We have been married for a long time and the DCs are almost left home.

I always had doubts about him but decided to give it a chance. I have been on the verge of leaving for a long time, but have always stayed for the DCs.

In so many ways I cannot fault him: loyal, kind, thoughtful ( mostly)good father etc. BUT he is VERY quiet and a loner- he has no friends of his own. I need people who can engage me and talk to me and interest me in their ideas about life and the universe, and who are a bit "edgy". I find him incredibly boring and prefer going out with my girl friends- we at least have a laugh and a good chat about life.

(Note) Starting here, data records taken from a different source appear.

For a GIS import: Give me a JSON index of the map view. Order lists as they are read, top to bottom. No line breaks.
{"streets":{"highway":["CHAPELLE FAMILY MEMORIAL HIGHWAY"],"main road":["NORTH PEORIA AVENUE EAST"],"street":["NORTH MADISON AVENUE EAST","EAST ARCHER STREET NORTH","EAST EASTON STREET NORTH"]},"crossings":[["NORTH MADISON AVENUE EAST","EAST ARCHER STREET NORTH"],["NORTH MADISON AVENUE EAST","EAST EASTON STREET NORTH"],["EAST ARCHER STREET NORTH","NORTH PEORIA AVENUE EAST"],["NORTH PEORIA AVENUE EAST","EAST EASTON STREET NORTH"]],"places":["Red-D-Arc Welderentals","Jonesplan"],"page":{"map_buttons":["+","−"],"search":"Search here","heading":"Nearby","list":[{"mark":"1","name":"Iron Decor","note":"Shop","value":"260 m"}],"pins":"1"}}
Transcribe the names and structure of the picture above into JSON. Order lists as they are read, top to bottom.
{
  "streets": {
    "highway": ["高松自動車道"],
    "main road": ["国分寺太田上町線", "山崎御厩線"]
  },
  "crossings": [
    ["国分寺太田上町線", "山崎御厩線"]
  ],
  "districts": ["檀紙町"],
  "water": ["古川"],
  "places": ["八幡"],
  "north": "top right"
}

However, I know that breaking up would be like losing a right arm as we have been together so long. We would have to sell the home that we have put a lot of effort into, and quite frankly, I'd be poor compared to what we have together.

Ever cell in my brain tells me I should not be with him feeling as I do, but I lack the guts to do it- and to hurt him as he really loves me.

Anyone else been like this and gone through with it?

Must ad- have also tried counselling and all it did was confirm that I am not happy.

womblingalong Tue 09-Jun-09 12:58:16

I Haven't personally, but I didn't want your post to go unanswered. I think staying together when things are nopt 'right' is very hard, and there are no easy answers.

Good luck with your decision, whatever it is.

HappyWoman Tue 09-Jun-09 13:08:36

no but i had a friend who did - she left her h and started her new single life. It was all good for a while - until she saw him with a woman who seemed to find him interesting and attractive.

At that point she realised she wanted him back for herself, and it took a long time.

She is now back with her h and whilst we all supported her to leave we also supported her getting back with him.

She feels so very guilty about what she put him through - he was/is a wonderful man and all the things you say - she was just a bit bored and thought it was 'his' fault.
She feels she betrayed him and says it was like having an affair without there being anyone else on her side.

Just think if it is him or you that needs the change. life is not always fireworks.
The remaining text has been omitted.